For deeper guidance on forecasting, see this FinHelp article on The Role of Cash Flow Forecasts in Business Loan Decisions. To understand what lenders focus on during a cash-flow review, see What Lenders Look for in Business Loan Cash Flow Analysis.

Step-by-step preparation checklist

  1. Reconcile and clean your books
  • Close the prior fiscal year, reconcile bank and credit-card accounts, and correct obvious miscategorizations.
  1. Produce standardized financial statements
  • Provide an audited or CPA-prepared set when possible; otherwise supply internally prepared profit & loss, balance sheet, and cash-flow statements for the most recent 12 months and year-to-date.
  1. Gather tax records and supporting documents
  • Include business and owner personal tax returns (usually the last 2–3 years), payroll reports, and major contracts.
  1. Create a 12-month cash-flow projection
  • Show month-by-month inflows and outflows and include key assumptions. Stress-test for slower revenue or higher costs.
  1. Prepare a debt schedule and collateral list
  • Itemize loans, payment amounts, interest rates, maturities, and pledged assets.
  1. Write a one-page cover memo
  • Summarize the loan purpose, use of proceeds, key financial ratios, and risk mitigants.
  1. Engage a professional
  • Use a CPA or small-business advisor to review statements, explain tax adjustments (owner compensation, nonrecurring items), and certify projections when appropriate.
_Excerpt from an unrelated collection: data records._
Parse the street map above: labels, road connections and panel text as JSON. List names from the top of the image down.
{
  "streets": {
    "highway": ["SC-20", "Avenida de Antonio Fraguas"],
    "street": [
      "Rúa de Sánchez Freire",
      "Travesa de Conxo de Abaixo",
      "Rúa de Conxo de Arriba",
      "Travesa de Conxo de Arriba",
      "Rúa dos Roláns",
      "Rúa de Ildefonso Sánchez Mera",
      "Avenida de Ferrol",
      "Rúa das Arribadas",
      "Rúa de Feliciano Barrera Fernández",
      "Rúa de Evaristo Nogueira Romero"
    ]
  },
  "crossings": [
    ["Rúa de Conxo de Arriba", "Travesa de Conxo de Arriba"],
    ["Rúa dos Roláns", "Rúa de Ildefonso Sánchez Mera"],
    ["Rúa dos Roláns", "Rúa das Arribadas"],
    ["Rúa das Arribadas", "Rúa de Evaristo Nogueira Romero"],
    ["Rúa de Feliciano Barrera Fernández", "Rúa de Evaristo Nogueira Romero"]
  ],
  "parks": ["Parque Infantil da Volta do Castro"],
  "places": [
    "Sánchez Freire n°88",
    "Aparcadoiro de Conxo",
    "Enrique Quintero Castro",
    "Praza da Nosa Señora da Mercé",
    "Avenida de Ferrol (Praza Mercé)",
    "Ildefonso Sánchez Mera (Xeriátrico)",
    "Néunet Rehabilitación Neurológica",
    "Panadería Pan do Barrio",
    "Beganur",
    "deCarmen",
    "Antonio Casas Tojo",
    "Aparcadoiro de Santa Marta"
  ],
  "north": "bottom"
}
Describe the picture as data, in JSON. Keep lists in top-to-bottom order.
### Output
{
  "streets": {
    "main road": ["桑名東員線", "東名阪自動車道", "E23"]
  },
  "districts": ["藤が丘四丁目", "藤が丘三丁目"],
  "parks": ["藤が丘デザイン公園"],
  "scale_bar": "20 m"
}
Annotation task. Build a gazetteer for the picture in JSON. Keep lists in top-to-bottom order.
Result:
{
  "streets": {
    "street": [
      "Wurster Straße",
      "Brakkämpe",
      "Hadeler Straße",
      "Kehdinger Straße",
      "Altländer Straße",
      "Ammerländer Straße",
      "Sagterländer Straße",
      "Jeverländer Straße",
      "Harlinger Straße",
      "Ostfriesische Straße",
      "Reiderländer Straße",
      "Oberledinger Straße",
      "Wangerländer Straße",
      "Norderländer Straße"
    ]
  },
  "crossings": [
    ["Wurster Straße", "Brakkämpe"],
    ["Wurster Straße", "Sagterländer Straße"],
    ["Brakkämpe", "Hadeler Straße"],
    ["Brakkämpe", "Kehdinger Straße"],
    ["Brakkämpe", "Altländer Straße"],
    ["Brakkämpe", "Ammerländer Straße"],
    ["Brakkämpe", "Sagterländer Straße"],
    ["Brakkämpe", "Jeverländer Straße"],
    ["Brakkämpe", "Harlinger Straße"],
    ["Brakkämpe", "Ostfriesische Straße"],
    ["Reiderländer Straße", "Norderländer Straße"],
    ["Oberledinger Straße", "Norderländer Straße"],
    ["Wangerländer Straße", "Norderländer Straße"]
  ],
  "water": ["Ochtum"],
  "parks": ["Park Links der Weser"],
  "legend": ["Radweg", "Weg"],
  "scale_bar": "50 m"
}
Real-world examples (short)

  • Startup: A tech founder with limited historical revenue used a detailed 12-month cash-flow model and signed customer LOIs. Clear assumptions and supporting contracts convinced the lender to underwrite a small growth loan.
  • Established retailer: A store with volatile seasonality added an accounts-receivable aging report and a seasonal cash-flow schedule, which resolved lender concerns about short-term liquidity.

Who is affected/eligible

Small business owners, startups, and mid-sized firms seeking term loans, lines of credit, or SBA-backed financing must typically provide these materials. Exact requirements vary by lender and product.

Common mistakes to avoid

  • Unreconciled books or missing bank statements.
  • Overly optimistic projections with no supporting assumptions or contracts.
  • Ignoring owner compensation and related-party transactions.
  • Failing to explain one-time gains, losses, or tax adjustments.

Practical tips to improve approval odds

  • Keep rolling month-to-date financials and bank reconciliations ready.
  • Standardize categories (COGS, SG&A) so year-over-year comparisons are clear.
  • Show adjusted EBITDA where it helps explain cash available for debt service; explain any add-backs.
  • Provide ratio context: current ratio, debt-service coverage, and gross margin trends.
  • Prepare responses for common underwriter questions and include supporting documents (invoices, contracts, leases).

Documentation checklist (quick)

  • Last 2–3 years business and owner personal tax returns
  • Profit & loss and balance sheet (last 12 months + YTD), reconciled
  • 12-month cash-flow projection with assumptions
  • Bank statements (last 3–6 months)
  • Accounts receivable aging & inventory schedules
  • Debt schedule and major contracts/leases
  • Cover memo summarizing loan purpose and repayment plan

Brief FAQs

  • Which documents weigh most? Lenders focus on verified cash flow, tax returns, and bank statements.
  • Should I use a CPA? Yes — a CPA improves credibility and helps with adjustments and forecasts.

Regulatory and authoritative notes

  • Verify tax documents and allowable business expense treatments with the IRS guidance on business taxes (IRS: https://www.irs.gov).
  • For consumer-facing loan considerations and lender practices, see the Consumer Financial Protection Bureau resources (CFPB: https://www.consumerfinance.gov).

Professional disclaimer

This article is educational and does not replace personalized financial, legal, or tax advice. Consult a CPA or licensed financial professional for recommendations tailored to your situation.

Authoritative sources

Interlinks

In my practice, borrowers who follow the checklist above and include a concise explanatory memo shorten review times and reduce questions from underwriting teams.